Bars 5-8: Bridge-passage or Transition. In Bar 6 the transition modulates to G major (the dominant), in which key it ends on a half-cadence, Bar 8.

Bars 9-14: Second Subject in G major (Dominant). The special point to notice in this subject is in the responsive phrase (Bars 11-14) and arises from the fact that the movement is barred, as above mentioned, in 4/4 time, instead of 2/4 time. The passage here written as Bars 11-12 is immediately repeated overlapping from Bars 12-13, and thus apparently causes inversion of the accents. That the inversion is only apparent and not real will be consciously proved by re-writing the movement in 2/4 time, when all the first notes, both of the original phrase and of its repetition, will fall on the strong accent of the bar. Not only is this the case, but the so-called “elision” of the cadence-bar which occurs between the two phrases, will also become evident; for the second half of Bar 12, instead of forming the final and accented bar of the original phrase becomes the first unaccented bar of the repetition.

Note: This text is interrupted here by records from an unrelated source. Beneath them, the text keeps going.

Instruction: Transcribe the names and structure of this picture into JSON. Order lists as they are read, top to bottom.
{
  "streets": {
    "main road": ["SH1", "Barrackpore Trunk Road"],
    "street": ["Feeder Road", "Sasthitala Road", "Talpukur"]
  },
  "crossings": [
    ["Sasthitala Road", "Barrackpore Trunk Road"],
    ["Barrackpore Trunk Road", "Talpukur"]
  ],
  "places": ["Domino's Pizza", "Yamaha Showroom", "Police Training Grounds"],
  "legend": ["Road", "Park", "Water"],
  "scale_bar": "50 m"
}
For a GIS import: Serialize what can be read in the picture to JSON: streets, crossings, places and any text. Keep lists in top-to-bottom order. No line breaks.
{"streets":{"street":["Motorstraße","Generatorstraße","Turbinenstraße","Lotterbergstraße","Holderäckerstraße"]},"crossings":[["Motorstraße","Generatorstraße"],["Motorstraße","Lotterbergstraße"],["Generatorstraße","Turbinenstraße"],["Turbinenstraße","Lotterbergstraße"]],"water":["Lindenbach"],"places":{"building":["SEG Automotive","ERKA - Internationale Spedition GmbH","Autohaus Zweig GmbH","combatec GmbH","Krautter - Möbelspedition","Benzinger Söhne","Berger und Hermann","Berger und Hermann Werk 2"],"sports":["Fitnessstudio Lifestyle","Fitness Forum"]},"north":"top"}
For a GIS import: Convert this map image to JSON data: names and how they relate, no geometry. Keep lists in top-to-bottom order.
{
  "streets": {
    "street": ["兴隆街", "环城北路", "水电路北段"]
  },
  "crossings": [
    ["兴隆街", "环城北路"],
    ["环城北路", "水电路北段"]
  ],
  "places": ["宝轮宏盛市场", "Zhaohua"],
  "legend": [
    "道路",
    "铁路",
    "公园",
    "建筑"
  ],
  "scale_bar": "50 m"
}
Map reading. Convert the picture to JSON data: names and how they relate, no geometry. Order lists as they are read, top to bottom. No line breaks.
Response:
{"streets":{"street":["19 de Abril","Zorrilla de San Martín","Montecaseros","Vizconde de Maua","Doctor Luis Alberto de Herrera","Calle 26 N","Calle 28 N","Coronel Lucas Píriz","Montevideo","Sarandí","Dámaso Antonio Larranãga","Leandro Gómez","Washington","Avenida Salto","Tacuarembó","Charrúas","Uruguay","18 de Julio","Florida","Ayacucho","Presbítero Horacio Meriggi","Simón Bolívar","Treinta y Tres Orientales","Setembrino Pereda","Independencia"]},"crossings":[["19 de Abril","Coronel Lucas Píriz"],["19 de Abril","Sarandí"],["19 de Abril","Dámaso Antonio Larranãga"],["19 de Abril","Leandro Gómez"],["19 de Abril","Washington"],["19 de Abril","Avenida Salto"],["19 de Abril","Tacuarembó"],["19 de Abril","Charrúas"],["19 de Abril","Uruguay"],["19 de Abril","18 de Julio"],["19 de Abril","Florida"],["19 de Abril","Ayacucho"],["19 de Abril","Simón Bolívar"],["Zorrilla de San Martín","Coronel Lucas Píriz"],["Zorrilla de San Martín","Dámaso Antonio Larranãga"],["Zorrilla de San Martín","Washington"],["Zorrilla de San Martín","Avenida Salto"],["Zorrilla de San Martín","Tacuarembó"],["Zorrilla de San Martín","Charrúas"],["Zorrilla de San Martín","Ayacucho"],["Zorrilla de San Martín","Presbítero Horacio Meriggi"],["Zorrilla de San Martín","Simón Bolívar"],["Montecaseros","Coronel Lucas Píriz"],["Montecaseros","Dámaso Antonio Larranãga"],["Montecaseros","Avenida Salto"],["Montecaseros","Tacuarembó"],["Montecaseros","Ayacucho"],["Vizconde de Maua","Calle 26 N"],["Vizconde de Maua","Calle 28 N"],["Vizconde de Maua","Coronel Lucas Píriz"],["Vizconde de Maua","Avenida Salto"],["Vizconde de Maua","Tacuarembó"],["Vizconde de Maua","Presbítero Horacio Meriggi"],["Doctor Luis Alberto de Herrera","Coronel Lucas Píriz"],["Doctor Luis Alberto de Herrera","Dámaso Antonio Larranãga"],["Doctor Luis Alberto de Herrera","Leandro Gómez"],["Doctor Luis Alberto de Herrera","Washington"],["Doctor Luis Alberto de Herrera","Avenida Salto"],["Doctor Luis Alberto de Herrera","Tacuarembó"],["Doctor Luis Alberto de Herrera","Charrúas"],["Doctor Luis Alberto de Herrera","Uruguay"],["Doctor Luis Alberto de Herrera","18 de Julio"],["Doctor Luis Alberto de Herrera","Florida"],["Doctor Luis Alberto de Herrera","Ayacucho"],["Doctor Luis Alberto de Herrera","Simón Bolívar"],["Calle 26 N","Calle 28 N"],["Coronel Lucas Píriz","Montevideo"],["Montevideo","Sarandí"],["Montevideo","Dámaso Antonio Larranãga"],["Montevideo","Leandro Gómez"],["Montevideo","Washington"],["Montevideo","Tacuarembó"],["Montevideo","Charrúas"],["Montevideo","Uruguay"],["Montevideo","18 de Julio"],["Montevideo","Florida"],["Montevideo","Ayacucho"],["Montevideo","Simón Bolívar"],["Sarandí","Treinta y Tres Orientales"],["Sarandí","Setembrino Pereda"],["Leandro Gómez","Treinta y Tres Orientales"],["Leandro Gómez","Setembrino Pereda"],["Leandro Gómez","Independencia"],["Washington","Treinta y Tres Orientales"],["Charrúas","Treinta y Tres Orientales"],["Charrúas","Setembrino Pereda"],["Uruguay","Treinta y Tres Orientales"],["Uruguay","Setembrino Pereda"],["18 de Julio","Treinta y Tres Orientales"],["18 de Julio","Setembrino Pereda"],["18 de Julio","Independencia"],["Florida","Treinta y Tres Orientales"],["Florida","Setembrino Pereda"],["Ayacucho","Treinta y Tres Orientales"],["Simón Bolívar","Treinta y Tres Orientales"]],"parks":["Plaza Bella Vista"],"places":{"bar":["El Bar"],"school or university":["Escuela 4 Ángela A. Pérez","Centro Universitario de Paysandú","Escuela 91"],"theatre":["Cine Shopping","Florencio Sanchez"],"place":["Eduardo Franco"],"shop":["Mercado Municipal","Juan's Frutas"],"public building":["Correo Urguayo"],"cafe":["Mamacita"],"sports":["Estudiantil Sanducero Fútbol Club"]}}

Bar 14: Link. A link on dominant harmony (Bar 14), leads to the repetition of the exposition and a very similar on in D minor leads to the development.

Double bar and repeat.


Bars 15-23: The development refers chiefly to the first subject. It commences in D minor with a repetition of the foregoing link, followed by a variation on it which, taken first in the bass and then repeated in the treble, leads to the opening phrase of the first subject. This is given successively, curtailed at each repetition, in the keys of

  1. D minor – with modulation at the close to C major;
  2. C major, ending on an inversion of the dominant ninth in A minor;
  3. A minor – in this instance with inversion of parts.

After a slight working of one of the figures inverted, the section closes with a thrice repeated half-cadence in the last-named key – the relative minor to the tonic – formed of the chord of the dominant preceded by that of the augmented sixth. A chromatic run follows which leads into the recapitulation.


Bars 24-27: First Subject in Tonic. The first subject, otherwise unaltered, is modified in the last bar and ends on the dominant seventh in F major, in which key the transition commences.

Bars 28-31: Bridge-passage or Transition. The transition, starting in F major and modulating to C major, thus corresponds with the original one, which commences in C major and modulates to G major.

Bars 32-37: Second Subject in Tonic. 

Double bar and repeat. Just like in Sonata No. 2, first movement, it is rare for the second part of a slow movement in sonata form to be marked with a repeat.

Bars 37-39: Coda. The Coda reiterates with varied harmony the opening phrase of the first subject. It starts in the previous bar with the figure in demisemiquavers (thirty-second notes) from Bar 14. Commencing in the bass, this figure is repeated sequentially, with imitation in the treble starting a beat later. Note that the first half of Bar 38 forms the chromatic chord, C major, II7.

Third Movement (Presto)

Form: Sonata Form. G Major. 

Mozart Piano Sonata No.5 in G major, K.283 Analysis 3


Bars 1-24: First Subject in Tonic. The first subject ends on a tonic pedal over which the first two phrases are written. For sixteen bars it is in four-bar rhythm, but the passage of eight bars which follows the inverted cadence in Bars 15-16, does not admit of being similarly subdivided. In Bars 13-16, the semiquaver (sixteenth note) figures which have previously been heard in the treble (Bars 9-12) are transferred to the bass, as also, in Bars 18-24, are the slurred quaver (eighth note) figures which occur in the treble (Bars 13-16).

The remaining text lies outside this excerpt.